Work required ▸
Would you please copy every line below that includes the string "roads"?

Task inputs ▸
=== Begin Enclosure ===

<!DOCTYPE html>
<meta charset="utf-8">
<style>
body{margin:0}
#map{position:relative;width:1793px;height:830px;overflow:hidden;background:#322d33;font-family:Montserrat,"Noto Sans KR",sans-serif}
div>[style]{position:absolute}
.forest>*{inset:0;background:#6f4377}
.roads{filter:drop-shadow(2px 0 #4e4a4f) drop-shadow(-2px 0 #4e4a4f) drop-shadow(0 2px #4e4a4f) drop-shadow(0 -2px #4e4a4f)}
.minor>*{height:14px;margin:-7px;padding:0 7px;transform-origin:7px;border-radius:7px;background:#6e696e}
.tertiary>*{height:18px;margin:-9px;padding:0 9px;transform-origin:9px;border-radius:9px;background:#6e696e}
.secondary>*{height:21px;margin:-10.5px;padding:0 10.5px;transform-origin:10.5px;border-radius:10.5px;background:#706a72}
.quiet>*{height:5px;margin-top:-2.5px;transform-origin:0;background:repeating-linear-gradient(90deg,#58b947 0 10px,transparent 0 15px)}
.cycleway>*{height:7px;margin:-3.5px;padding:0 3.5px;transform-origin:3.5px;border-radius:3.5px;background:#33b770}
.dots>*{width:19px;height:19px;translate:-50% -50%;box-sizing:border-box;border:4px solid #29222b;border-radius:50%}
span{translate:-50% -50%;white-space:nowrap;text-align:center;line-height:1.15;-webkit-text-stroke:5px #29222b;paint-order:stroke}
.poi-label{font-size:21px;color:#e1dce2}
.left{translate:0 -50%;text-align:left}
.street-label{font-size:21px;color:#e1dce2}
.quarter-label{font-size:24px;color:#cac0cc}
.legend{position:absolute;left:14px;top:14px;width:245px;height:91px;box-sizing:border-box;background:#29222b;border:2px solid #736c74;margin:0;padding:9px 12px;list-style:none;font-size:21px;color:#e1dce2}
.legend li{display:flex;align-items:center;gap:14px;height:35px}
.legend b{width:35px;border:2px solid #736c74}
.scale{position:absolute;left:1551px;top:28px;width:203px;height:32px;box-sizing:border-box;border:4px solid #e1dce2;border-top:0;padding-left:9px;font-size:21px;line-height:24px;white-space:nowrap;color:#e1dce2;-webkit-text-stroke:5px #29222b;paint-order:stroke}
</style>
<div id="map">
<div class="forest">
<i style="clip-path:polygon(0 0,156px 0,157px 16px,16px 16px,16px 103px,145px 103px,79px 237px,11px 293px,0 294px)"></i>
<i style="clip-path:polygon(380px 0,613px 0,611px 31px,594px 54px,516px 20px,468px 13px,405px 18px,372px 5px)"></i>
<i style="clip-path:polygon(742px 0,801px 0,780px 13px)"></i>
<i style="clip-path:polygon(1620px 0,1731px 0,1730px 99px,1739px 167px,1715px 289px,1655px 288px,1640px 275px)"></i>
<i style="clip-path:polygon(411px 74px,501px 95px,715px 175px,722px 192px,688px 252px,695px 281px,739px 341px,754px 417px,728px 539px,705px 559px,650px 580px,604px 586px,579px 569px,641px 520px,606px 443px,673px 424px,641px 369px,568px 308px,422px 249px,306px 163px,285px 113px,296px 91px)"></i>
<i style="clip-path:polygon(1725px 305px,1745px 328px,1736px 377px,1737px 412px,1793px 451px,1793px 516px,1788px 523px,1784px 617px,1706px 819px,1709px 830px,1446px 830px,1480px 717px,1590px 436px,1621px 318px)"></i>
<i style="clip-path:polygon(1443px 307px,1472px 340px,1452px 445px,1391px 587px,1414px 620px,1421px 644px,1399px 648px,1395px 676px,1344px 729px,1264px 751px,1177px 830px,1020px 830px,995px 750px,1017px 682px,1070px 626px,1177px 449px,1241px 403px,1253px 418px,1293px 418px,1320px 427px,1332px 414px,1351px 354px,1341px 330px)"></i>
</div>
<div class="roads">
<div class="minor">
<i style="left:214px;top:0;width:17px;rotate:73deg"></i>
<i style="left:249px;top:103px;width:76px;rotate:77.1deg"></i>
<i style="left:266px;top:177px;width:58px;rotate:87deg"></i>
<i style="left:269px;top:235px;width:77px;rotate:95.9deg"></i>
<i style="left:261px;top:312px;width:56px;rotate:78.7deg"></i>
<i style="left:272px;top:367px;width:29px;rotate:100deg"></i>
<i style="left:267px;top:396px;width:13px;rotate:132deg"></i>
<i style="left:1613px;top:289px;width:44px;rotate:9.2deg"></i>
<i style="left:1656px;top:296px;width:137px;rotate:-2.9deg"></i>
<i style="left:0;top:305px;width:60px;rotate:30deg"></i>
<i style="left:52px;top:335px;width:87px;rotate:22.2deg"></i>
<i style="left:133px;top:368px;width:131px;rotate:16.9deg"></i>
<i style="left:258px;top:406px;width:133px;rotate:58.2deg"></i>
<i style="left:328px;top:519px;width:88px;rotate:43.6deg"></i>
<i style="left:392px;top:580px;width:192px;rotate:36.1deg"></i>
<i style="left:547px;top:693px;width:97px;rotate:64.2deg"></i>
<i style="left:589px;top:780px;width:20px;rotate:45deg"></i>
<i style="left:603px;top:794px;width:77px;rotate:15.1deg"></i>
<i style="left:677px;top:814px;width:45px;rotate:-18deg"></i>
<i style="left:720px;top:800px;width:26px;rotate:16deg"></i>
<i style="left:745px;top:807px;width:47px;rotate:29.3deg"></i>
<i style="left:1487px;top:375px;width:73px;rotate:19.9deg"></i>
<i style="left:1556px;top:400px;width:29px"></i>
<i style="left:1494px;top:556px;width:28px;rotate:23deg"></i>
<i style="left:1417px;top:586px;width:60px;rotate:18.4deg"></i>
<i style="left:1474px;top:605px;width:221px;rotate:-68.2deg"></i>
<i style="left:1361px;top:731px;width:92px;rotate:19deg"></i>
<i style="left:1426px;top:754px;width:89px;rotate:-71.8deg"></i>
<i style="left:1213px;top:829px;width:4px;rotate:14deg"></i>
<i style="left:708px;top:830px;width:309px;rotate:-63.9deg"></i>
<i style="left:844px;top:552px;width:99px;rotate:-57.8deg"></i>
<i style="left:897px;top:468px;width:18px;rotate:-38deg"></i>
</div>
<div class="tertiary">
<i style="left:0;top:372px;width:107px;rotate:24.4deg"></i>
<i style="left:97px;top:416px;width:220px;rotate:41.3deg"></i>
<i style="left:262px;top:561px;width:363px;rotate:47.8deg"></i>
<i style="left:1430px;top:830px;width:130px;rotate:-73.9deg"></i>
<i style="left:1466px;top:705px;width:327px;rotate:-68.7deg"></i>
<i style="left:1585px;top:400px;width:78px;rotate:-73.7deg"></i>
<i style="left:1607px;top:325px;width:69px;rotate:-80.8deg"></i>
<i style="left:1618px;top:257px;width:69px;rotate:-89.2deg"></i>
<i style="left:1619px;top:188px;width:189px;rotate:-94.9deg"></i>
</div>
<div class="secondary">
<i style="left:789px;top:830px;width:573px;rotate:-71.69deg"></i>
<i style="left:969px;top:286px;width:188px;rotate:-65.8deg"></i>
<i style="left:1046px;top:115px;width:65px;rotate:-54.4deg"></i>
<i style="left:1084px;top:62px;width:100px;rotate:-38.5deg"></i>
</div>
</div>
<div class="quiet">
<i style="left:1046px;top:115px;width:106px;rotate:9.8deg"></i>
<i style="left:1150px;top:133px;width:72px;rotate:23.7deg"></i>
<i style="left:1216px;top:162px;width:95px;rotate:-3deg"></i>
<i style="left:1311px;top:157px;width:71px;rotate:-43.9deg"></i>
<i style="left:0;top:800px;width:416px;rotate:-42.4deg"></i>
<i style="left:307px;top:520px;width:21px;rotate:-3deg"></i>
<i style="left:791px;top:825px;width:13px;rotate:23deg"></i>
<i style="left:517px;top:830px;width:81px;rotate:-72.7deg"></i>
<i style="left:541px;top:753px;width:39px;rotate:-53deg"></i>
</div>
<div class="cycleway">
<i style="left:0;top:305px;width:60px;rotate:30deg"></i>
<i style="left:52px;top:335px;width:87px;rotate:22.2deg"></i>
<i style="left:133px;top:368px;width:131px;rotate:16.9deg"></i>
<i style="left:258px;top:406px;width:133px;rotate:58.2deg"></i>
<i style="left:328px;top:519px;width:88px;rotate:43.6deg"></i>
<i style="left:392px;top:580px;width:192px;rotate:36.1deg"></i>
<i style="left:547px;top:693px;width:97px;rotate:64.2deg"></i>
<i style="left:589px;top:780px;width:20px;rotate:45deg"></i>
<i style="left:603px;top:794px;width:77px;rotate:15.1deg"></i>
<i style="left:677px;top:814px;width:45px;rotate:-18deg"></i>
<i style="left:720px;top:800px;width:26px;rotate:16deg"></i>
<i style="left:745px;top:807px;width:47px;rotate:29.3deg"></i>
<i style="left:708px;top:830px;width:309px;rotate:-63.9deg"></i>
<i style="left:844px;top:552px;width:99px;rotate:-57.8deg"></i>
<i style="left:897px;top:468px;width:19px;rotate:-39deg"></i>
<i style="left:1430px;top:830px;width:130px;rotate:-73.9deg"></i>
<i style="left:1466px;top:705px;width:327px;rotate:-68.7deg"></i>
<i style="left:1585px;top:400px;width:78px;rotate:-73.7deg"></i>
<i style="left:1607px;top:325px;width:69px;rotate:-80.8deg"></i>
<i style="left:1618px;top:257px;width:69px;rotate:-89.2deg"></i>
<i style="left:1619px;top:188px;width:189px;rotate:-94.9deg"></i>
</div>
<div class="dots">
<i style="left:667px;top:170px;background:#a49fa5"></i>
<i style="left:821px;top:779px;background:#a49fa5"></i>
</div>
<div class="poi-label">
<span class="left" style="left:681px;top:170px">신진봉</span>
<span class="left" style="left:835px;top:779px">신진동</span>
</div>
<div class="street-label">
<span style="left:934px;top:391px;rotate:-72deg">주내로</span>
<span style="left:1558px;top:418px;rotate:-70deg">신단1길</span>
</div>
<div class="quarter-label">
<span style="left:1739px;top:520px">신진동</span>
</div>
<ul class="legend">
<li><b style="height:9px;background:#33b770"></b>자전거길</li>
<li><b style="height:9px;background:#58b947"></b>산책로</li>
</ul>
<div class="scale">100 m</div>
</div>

=== End Enclosure ===

Result ▸
.roads{filter:drop-shadow(2px 0 #4e4a4f) drop-shadow(-2px 0 #4e4a4f) drop-shadow(0 2px #4e4a4f) drop-shadow(0 -2px #4e4a4f)}
<div class="roads">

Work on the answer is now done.